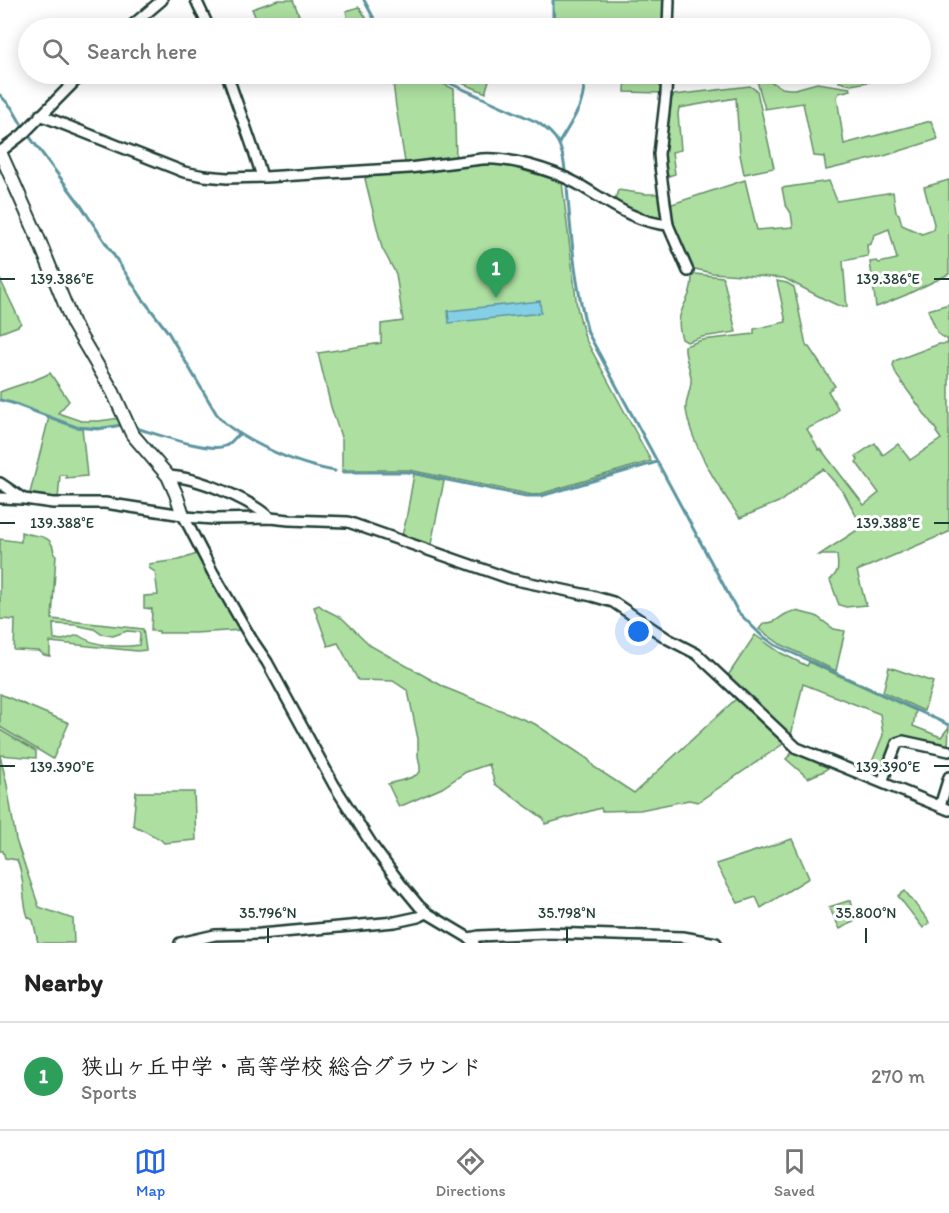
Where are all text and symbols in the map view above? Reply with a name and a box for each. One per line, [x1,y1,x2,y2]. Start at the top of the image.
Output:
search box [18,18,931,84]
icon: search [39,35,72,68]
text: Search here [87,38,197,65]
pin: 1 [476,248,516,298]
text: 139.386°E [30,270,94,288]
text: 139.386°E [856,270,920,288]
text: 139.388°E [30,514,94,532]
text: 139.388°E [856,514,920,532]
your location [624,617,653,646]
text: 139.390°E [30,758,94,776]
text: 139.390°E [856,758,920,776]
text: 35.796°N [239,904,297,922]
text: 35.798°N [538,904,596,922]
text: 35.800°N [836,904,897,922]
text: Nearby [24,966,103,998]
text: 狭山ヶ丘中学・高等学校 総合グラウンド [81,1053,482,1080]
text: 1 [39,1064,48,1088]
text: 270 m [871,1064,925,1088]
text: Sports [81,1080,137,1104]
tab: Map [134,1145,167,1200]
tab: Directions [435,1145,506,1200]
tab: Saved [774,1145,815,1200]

§

→ **THE PROBLEM**
The data is to be printed again exactly, but without its pictures.

→ **RESULT OF THE TASK**
Where are all text and symbols in the map view above? Reply with a name and a box for each. One per line, [x1,y1,x2,y2]. Start at the top of the image.
Output:
search box [18,18,931,84]
icon: search [39,35,72,68]
text: Search here [87,38,197,65]
pin: 1 [476,248,516,298]
text: 139.386°E [30,270,94,288]
text: 139.386°E [856,270,920,288]
text: 139.388°E [30,514,94,532]
text: 139.388°E [856,514,920,532]
your location [624,617,653,646]
text: 139.390°E [30,758,94,776]
text: 139.390°E [856,758,920,776]
text: 35.796°N [239,904,297,922]
text: 35.798°N [538,904,596,922]
text: 35.800°N [836,904,897,922]
text: Nearby [24,966,103,998]
text: 狭山ヶ丘中学・高等学校 総合グラウンド [81,1053,482,1080]
text: 1 [39,1064,48,1088]
text: 270 m [871,1064,925,1088]
text: Sports [81,1080,137,1104]
tab: Map [134,1145,167,1200]
tab: Directions [435,1145,506,1200]
tab: Saved [774,1145,815,1200]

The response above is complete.